Ungewöhnlicher Besuch in der Stammkneipe. Ist der merkwürdige Tresengast womöglich vom Verfassungsschutz?

G lotz da doch nicht so auffällig rüber!“, fauchte Luis Raimund an. „Ich glotz doch gar nicht!“ – „Natürlich glotzt du!“ – „Tu ich nicht!“, sagte Raimund: „Jedenfalls kenn ich den Typen nicht. Hab ihn noch nie gesehen.“ – „Ich schon!“, rief Rudi, der Blödmann, dazwischen. Natürlich musste er sich wieder aufspielen. „Du? Wann? Wo?“ – „Gestern. Und vorgestern. Hier, im Café Gum.“ Er war und blieb ein Blödmann.

Den dritten Abend saß der Fremde nun schon in der dunklen Ecke am anderen Ende der Theke und daddelte auf seinem Telefon rum.

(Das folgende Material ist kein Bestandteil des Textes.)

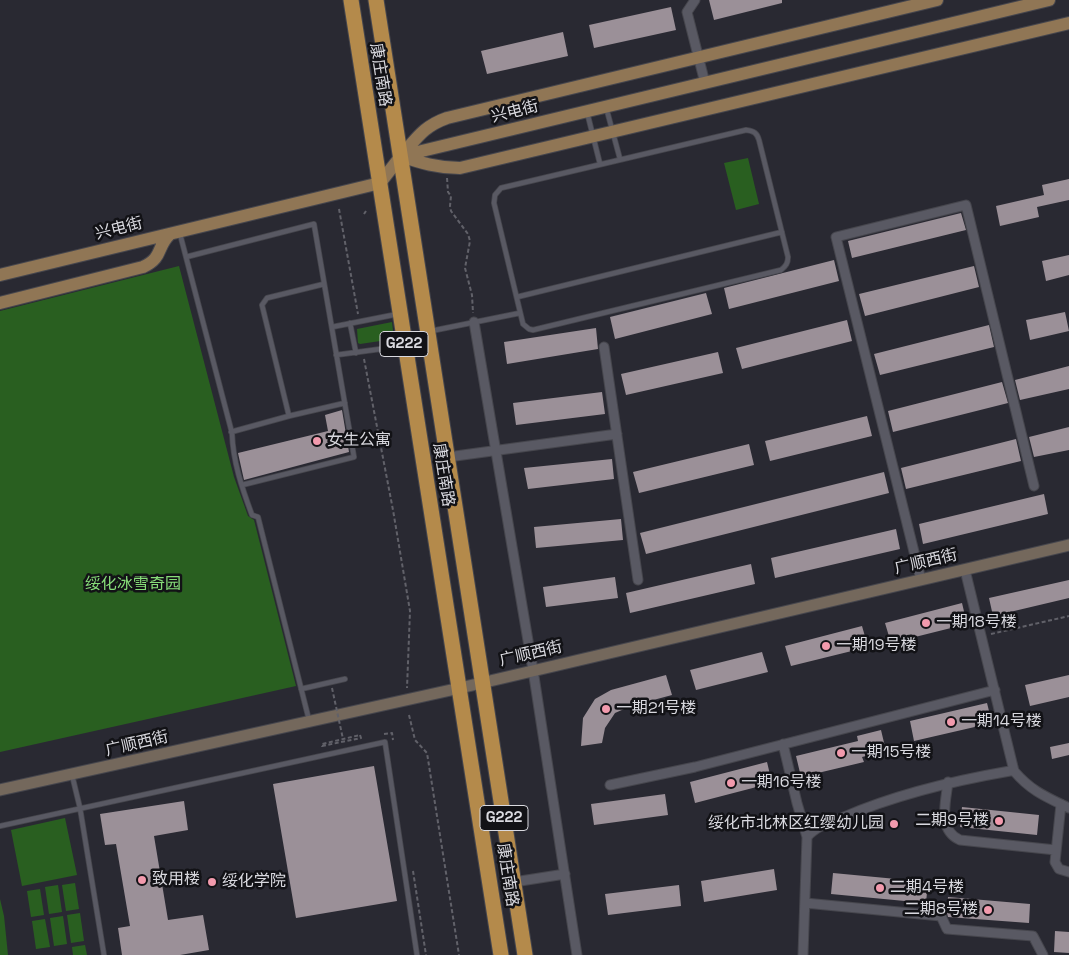 <!DOCTYPE html>
<meta charset="utf-8">
<style>
body{margin:0}
canvas{display:block;background:#292932}
</style>
<canvas width="1069" height="955"></canvas>
<script>
const c = document.querySelector('canvas').getContext('2d');
c.lineJoin = 'round';
function fillPath(path, color) {
  c.fillStyle = color;
  c.fill(path, 'evenodd');
}
function stroke(path, color, width, dash) {
  c.strokeStyle = color;
  c.lineWidth = width;
  c.lineCap = dash ? 'butt' : 'round';
  c.setLineDash(dash || []);
  c.stroke(path);
}
function drawText(font, color, halo, rows, align = 'center') {
  c.font = font + ' "Space Grotesk","Noto Sans SC",sans-serif';
  c.lineWidth = 5;
  c.setLineDash([]);
  c.textBaseline = 'middle';
  c.strokeStyle = halo;
  c.fillStyle = color;
  for (const [text, x, y, turn = 0] of rows) {
    c.save();
    c.translate(x, y);
    c.rotate((+turn || 0) * Math.PI / 180);
    c.textAlign = isNaN(turn) ? turn : align;
    if (halo) c.strokeText(text, 0, 0);
    c.fillText(text, 0, 0);
    c.restore();
  }
}
const green = new Path2D(`
 M 748,158 L 759,204 L 736,210 L 724,163 Z
 M 179,266 L 234,477 L 248,516 L 254,520 L 296,686 L 0,752 L 0,311 Z
 M 392,322 L 394,339 L 360,344 L 358,343 L 357,329 Z
 M 65,818 L 77,875 L 22,886 L 11,830 Z
 M 75,883 L 79,909 L 66,911 L 62,885 Z
 M 58,885 L 62,912 L 49,914 L 45,887 Z
 M 40,889 L 44,915 L 31,917 L 27,891 Z
 M 0,899 L 4,916 L 8,955 L 0,955 Z
 M 80,913 L 84,941 L 71,943 L 67,915 Z
 M 63,916 L 67,944 L 54,946 L 50,918 Z
 M 45,919 L 50,947 L 36,949 L 32,921 Z
 M 85,945 L 87,955 L 73,955 L 72,947 Z`);
const building = new Path2D(`
 M 709,0 L 782,0 L 782,3 L 714,20 Z
 M 671,7 L 676,30 L 594,48 L 589,25 Z
 M 563,32 L 568,56 L 487,74 L 481,51 Z
 M 1069,179 L 1069,200 L 1037,207 L 1039,217 L 1000,226 L 996,206 L 1044,195 L 1042,185 Z
 M 961,213 L 966,230 L 852,258 L 848,241 Z
 M 1069,255 L 1069,275 L 1046,281 L 1042,261 Z
 M 834,260 L 839,281 L 729,309 L 724,288 Z
 M 974,266 L 979,287 L 865,316 L 859,294 Z
 M 706,293 L 712,314 L 615,339 L 610,317 Z
 M 1065,312 L 1069,331 L 1030,340 L 1026,320 Z
 M 847,320 L 852,341 L 742,369 L 736,348 Z
 M 989,325 L 994,347 L 880,375 L 874,354 Z
 M 596,328 L 598,349 L 507,364 L 504,342 Z
 M 718,352 L 723,373 L 626,395 L 621,374 Z
 M 1069,366 L 1069,389 L 1020,400 L 1015,380 Z
 M 1002,382 L 1008,403 L 893,432 L 888,411 Z
 M 602,392 L 605,414 L 516,425 L 513,403 Z
 M 342,410 L 349,452 L 244,480 L 238,453 L 328,431 L 325,415 Z
 M 867,416 L 872,436 L 770,461 L 765,441 Z
 M 1069,427 L 1069,450 L 1034,457 L 1029,437 Z
 M 1016,439 L 1021,461 L 906,489 L 901,468 Z
 M 749,444 L 754,465 L 639,493 L 633,472 Z
 M 612,459 L 614,479 L 528,489 L 524,468 Z
 M 884,472 L 889,493 L 646,554 L 640,533 Z
 M 1044,494 L 1048,514 L 923,544 L 919,524 Z
 M 621,519 L 623,540 L 536,548 L 534,527 Z
 M 896,529 L 900,549 L 775,578 L 771,558 Z
 M 751,564 L 755,584 L 630,613 L 626,593 Z
 M 615,577 L 618,598 L 546,607 L 543,587 Z
 M 1069,580 L 1069,598 L 993,616 L 989,598 Z
 M 962,603 L 967,624 L 891,643 L 885,623 Z
 M 862,626 L 868,647 L 791,666 L 785,646 Z
 M 762,652 L 768,672 L 696,690 L 690,670 Z
 M 666,675 L 672,695 L 631,706 L 615,713 L 605,728 L 602,743 L 581,746 L 583,718 L 595,699 L 611,690 Z
 M 1069,675 L 1069,697 L 1030,706 L 1025,685 Z
 M 987,703 L 992,723 L 914,741 L 910,721 Z
 M 881,730 L 886,751 L 862,757 L 864,762 L 801,777 L 796,756 L 858,741 L 857,736 Z
 M 1069,743 L 1069,755 L 1052,759 L 1050,747 Z
 M 767,762 L 772,783 L 695,803 L 690,782 Z
 M 374,766 L 397,901 L 296,918 L 273,784 Z
 M 665,794 L 668,815 L 594,825 L 591,804 Z
 M 184,801 L 188,830 L 154,836 L 168,920 L 203,915 L 209,950 L 180,955 L 122,955 L 118,928 L 130,926 L 116,844 L 105,845 L 100,814 Z
 M 962,807 L 1039,815 L 1037,835 L 960,827 Z
 M 774,869 L 777,890 L 704,902 L 701,881 Z
 M 833,873 L 928,882 L 926,903 L 831,894 Z
 M 679,885 L 681,906 L 608,915 L 605,894 Z
 M 948,897 L 1030,904 L 1029,923 L 948,917 L 947,913 Z
 M 1055,931 L 1069,932 L 1069,953 L 1054,952 Z`);
const path = new Path2D(`
 M 447,178 L 448,192 L 451,196 L 450,206 L 451,211 L 468,234 L 470,241 L 465,268 L 472,295 L 473,313
 M 339,209 L 358,314
 M 364,214 L 366,211
 M 364,359 L 393,510 L 410,611 L 407,688
 M 991,634 L 1069,616
 M 409,715 L 415,740 L 427,753 L 459,955
 M 384,734 L 392,733 L 393,740
 M 360,735 L 361,738 L 322,746 L 322,744 Z
 M 413,871 L 426,955`);
const lane = new Path2D(`
 M 606,107 L 620,159
 M 587,112 L 600,164
 M 746,130 C 754,131 757,133 759,140 L 788,257 C 788,263 786,266 781,270 L 533,330 L 529,329 L 523,324 L 494,203 L 495,195 L 501,188 Z
 M 180,234 L 186,257
 M 517,297 L 782,232
 M 350,323 L 356,353
 M 332,327 L 398,314
 M 431,331 L 520,313
 M 336,355 L 403,346
 M 289,416 L 345,403
 M 231,432 L 289,416 L 262,305 L 267,298 L 324,284
 M 242,485 L 354,457 L 314,224 L 186,257 L 232,433 C 233,462 242,488 252,515 L 258,517 L 309,720
 M 301,689 L 345,679
 M 72,775 L 80,808 L 104,955
 M 0,826 L 385,742 L 417,955`);
const street = new Path2D(`
 M 695,0 L 687,12 L 705,83
 M 474,322 L 533,670 L 577,955
 M 604,347 L 638,580
 M 448,457 L 617,434
 M 965,570 L 1014,771
 M 921,580 L 836,237 L 966,205 L 1034,486
 M 783,744 L 797,803 L 807,837
 M 948,782 C 946,801 937,830 960,840 L 1056,850
 M 610,785 L 695,767 L 995,690
 M 1061,804 L 1055,862 L 1059,869 L 1069,872
 M 514,882 L 565,874
 M 805,903 L 941,916 L 947,929 L 1033,936 L 1043,955
 M 803,955 L 807,837 C 816,826 831,822 844,817 C 897,794 952,781 1010,771 L 1014,771 C 1031,791 1046,797 1069,808`);
const secondary = new Path2D(`
 M 0,790 L 460,688 L 1069,545`);
const primary = new Path2D(`
 M 937,0 L 447,118 C 424,126 417,138 401,156 C 421,163 438,168 460,168 L 1069,23
 M 0,275 L 380,183 L 401,156 L 1049,0
 M 0,303 L 143,267 C 164,257 156,247 170,234`);
const highway = new Path2D(`
 M 351,0 L 501,955
 M 376,0 L 525,955`);
const pathBridge = new Path2D(`
 M 332,688 L 343,739`);
const markers = [
 [317,441,5,"#f29aad"],
 [926,623,5,"#f29aad"],
 [826,646,5,"#f29aad"],
 [606,709,5,"#f29aad"],
 [951,722,5,"#f29aad"],
 [841,753,5,"#f29aad"],
 [731,783,5,"#f29aad"],
 [999,821,5,"#f29aad"],
 [894,824,5,"#f29aad"],
 [142,880,5,"#f29aad"],
 [212,882,5,"#f29aad"],
 [880,888,5,"#f29aad"],
 [988,910,5,"#f29aad"]
];
const shields = [
 [404,344,48],
 [504,818,48]
];
const shieldNames = [
 ["G222",404,344],
 ["G222",504,818]
];
const streetNames = [
 ["康庄南路",380,75,81],
 ["兴电街",515,112,-14],
 ["兴电街",119,229,-14],
 ["康庄南路",443,475,81],
 ["广顺西街",926,562,-13],
 ["广顺西街",531,654,-13],
 ["广顺西街",137,744,-13],
 ["康庄南路",507,875,81]
];
const poiNames = [
 ["女生公寓",327,441],
 ["一期18号楼",936,623],
 ["一期19号楼",836,646],
 ["一期21号楼",616,709],
 ["一期14号楼",961,722],
 ["一期15号楼",851,753],
 ["一期16号楼",741,783],
 ["二期9号楼",989,821,"right"],
 ["绥化市北林区红缨幼儿园",884,824,"right"],
 ["致用楼",152,880],
 ["绥化学院",222,882],
 ["二期4号楼",890,888],
 ["二期8号楼",978,910,"right"]
];
const parkNames = [
 ["绥化冰雪奇园",133,585]
];
fillPath(green, '#295f20');
fillPath(building, '#9b9098');
stroke(lane, '#46464d', 6);
stroke(street, '#46464d', 11);
stroke(secondary, '#46464d', 13);
stroke(primary, '#46464d', 14);
stroke(highway, '#46464d', 17);
stroke(path, '#616169', 2, [4, 2.5]);
stroke(lane, '#595963', 4.5);
stroke(street, '#595963', 9);
stroke(secondary, '#74685c', 11);
stroke(primary, '#907655', 12);
stroke(highway, '#b48a4b', 15);
stroke(pathBridge, '#616169', 2, [4, 2.5]);
for (const [x, y, r, color] of markers) {
  const dot = new Path2D();
  dot.arc(x, y, r, 0, 2 * Math.PI);
  c.fillStyle = color;
  c.fill(dot);
  stroke(dot, '#121216', 2);
}
for (const [x, y, w] of shields) {
  const box = new Path2D();
  box.roundRect(x - w / 2, y - 12.5, w, 25, 4);
  c.fillStyle = '#121216';
  c.fill(box);
  stroke(box, '#d9d9df', 1);
}
drawText('bold 15px', '#d9d9df', null, shieldNames);
drawText('16px', '#d9d9df', '#121216', streetNames);
drawText('16px', '#d9d9df', '#121216', poiNames, 'left');
drawText('16px', '#87dd79', '#121216', parkNames);
</script>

„Vielleicht ist er neu in der Stadt und sucht Freunde“, überlegte Luis. Raimund tippte sich an die Stirn. „Freunde? Hier? Hier ist doch niemand.“ – „Und was ist mit uns?“ – „Also, ich brauch keine neuen Freunde. Ich hab ja euch.“ – „Und wenn mal einer von uns stirbt? Wir kommen langsam in das Alter …“ – „Phh! Wenn ihr einer weniger wärt, würde mir das immer noch reichen.“

„Außerdem“, fuhr Raimund fort: „Wer hätte jemals neue Freunde gefunden, indem er auf dem Handy rumdaddelt?“ – „Könnte ja auch Tarnung sein“, mischte sich Theo ein. „Das Handy?“ Luis kuckte ihn verständnislos an. „Jep. Ich sag euch, der Typ beobachtet uns. Könnte vom Verfassungsschutz sein.“ – „Warum sollte uns der Verfassungsschutz beobachten?“ – „Na ja, der Volkszählungsboykott, die Hausbesetzung in der Agnesstraße, die Waffen-für-El-Salvador-Kampagne – das sind keine Kinkerlitzchen.“

Luis verdrehte die Augen. „Das ist fast vierzig Jahre her!“ – „Na und? Der Verfassungsschutz vergisst nicht. Außerdem ist die Agnesstraßen-Geschichte hochaktuell. Im AStA machen sie demnächst eine Ausstellung dazu, und ich soll ihnen ein Interview geben.“ – „Uiii …“, machte Luis und pfiff höhnisch durch die Zähne. „Du bist ja bloß neidisch!“, schnaubte Theo. „Und du bist lächerlich genug, noch immer mit einem Atomkraft-Nein-danke!-Beutel rumzulaufen und das für rebellisch zu halten! Mit so was geht mittlerweile sogar unsere Ex–Kanzlerin auf den Markt!“

„Ich, lächerlich? Und was bist du?! Du hältst doch noch immer diese Kuba-Reise für hochpolitisch, die du vor ein paar Jahren gemacht hast!“ – „War sie ja auch!“, sagte Luis. „Schließlich sind wir sogar mit einem Kutter auf der historischen Route gefahren, die Fidel und Che vor der Landung bei Niquero genommen haben.“ – „Pff! Mit Fidel und Che auf hoher See …“ – „Arsch!“ – „Selber Arsch!“ – „Vielleicht sollte ich auch in eine andere Stadt ziehen und mir neue Freunde suchen.“ – „Ich halte dich jedenfalls nicht auf!“

Am nächsten Tag war der Fremde verschwunden. Kurz darauf aber soll auf einem Handyfilmfestival in Leipzig ein dokumentarischer Streifen über alte weiße Männer mit einem albernen Hang zur Selbstüberschätzung gelaufen sein, in dem auch das Gum und seine Stammgäste mitspielten. Woraus wir schließen konnten, dass das Telefon des Unbekannten wohl doch keine Tarnung gewesen war.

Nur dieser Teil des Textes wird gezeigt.